NEW YORK, Jan. 27, 2022 (GLOBE NEWSWIRE) — Keyarch Acquisition Corporation (Nasdaq: KYCHU) (the “Company”) today announced the closing of its initial public offering of 10,000,000 units at a price of 10 $.00 per unit. The Company has granted the underwriters a 45-day option to purchase up to 1,500,000 units to cover over-allotments, if any. The aggregate gross proceeds of the offering were $100 million before deducting underwriting discounts and commissions and other offering costs payable by the Company.
The Units began trading on the Nasdaq Global Market (“Nasdaq”) under the symbol “KYCHU” on January 25, 2022. Each Unit consists of one Class A common stock of the Company, one-half redeemable warrant and a right to receive one-tenth of a Class A common share. Each whole warrant entitles its holder to purchase one Class A common share of the Company at a price of $11.50 per action. Once the securities comprising the Units begin trading separately, the Common Stock, Warrants and Class A Rights are expected to trade on Nasdaq under the symbols “KYCH”, “KYCHW” and “KYCHR”, respectively.

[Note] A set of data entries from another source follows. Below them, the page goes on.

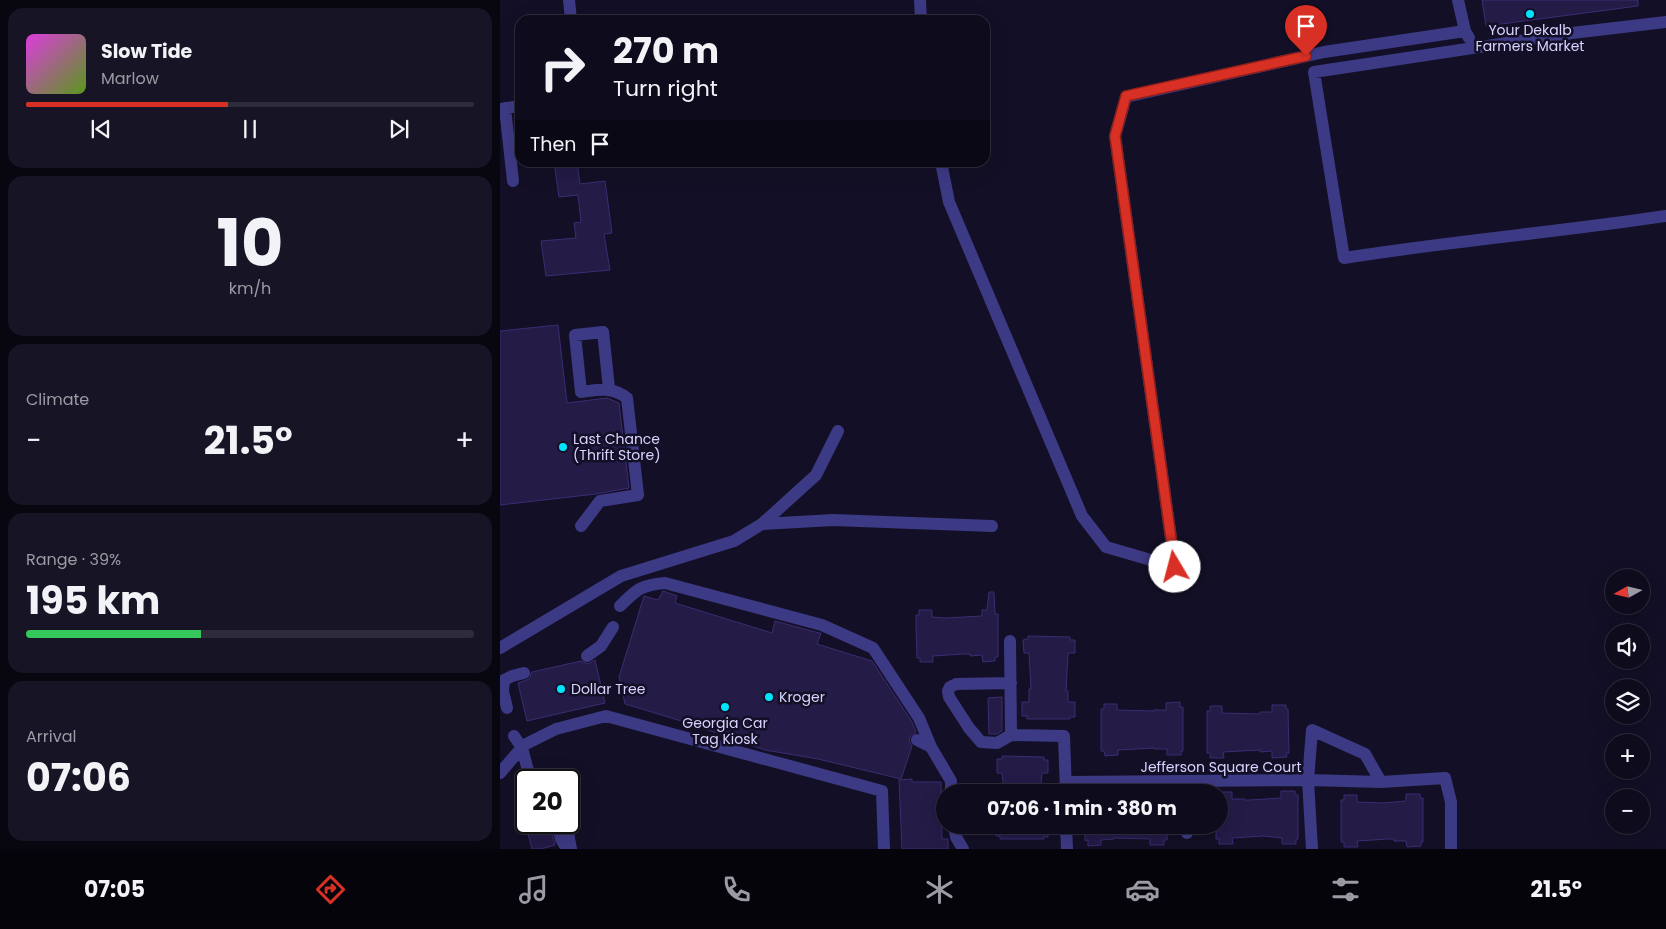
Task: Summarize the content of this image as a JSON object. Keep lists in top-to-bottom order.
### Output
{
  "streets": {
    "street": ["Jefferson Square Court"]
  },
  "places": [
    "Your Dekalb Farmers Market",
    "Last Chance (Thrift Store)",
    "Dollar Tree",
    "Kroger",
    "Georgia Car Tag Kiosk"
  ],
  "north": "left",
  "page": {
    "turn": ["270 m", "Turn right"],
    "song": ["Slow Tide", "Marlow"],
    "then": "Then",
    "tile": [
      ["10", "km/h"],
      "Climate",
      ["Range · 39%", "195 km"],
      ["Arrival", "07:06"]
    ],
    "heat": ["−", "21.5°", "+"],
    "map_buttons": ["+", "−"],
    "limit": "20",
    "trip": "07:06 · 1 min · 380 m",
    "tabs": ["07:05", "21.5°"]
  }
}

The Company was formed by Keyarch Global Sponsor Limited for the purpose of effecting a merger, stock exchange, asset acquisition, stock purchase, reorganization or similar business combination with one or more businesses. The Company intends to focus its search for a target on disruptive technology and innovative service companies in developed economies such as the United States and Israel or Southeast Asia, but may pursue a target at any stage of its business evolution or in any industry, sector or geographical area. site.
EarlyBirdCapital, Inc. and Haitong International Securities acted as joint bookrunners for the offering, and Revere Securities acted as co-manager. The public offering was made by means of a prospectus. Copies of the final prospectus may be obtained from: EarlyBirdCapital, Inc., Attention: Syndicate Department, 366 Madison Avenue, 8and Floor, New York, New York 10017, or by phone at 212-661-0200. Copies of the registration statement may also be viewed on the SEC’s website at www.sec.gov.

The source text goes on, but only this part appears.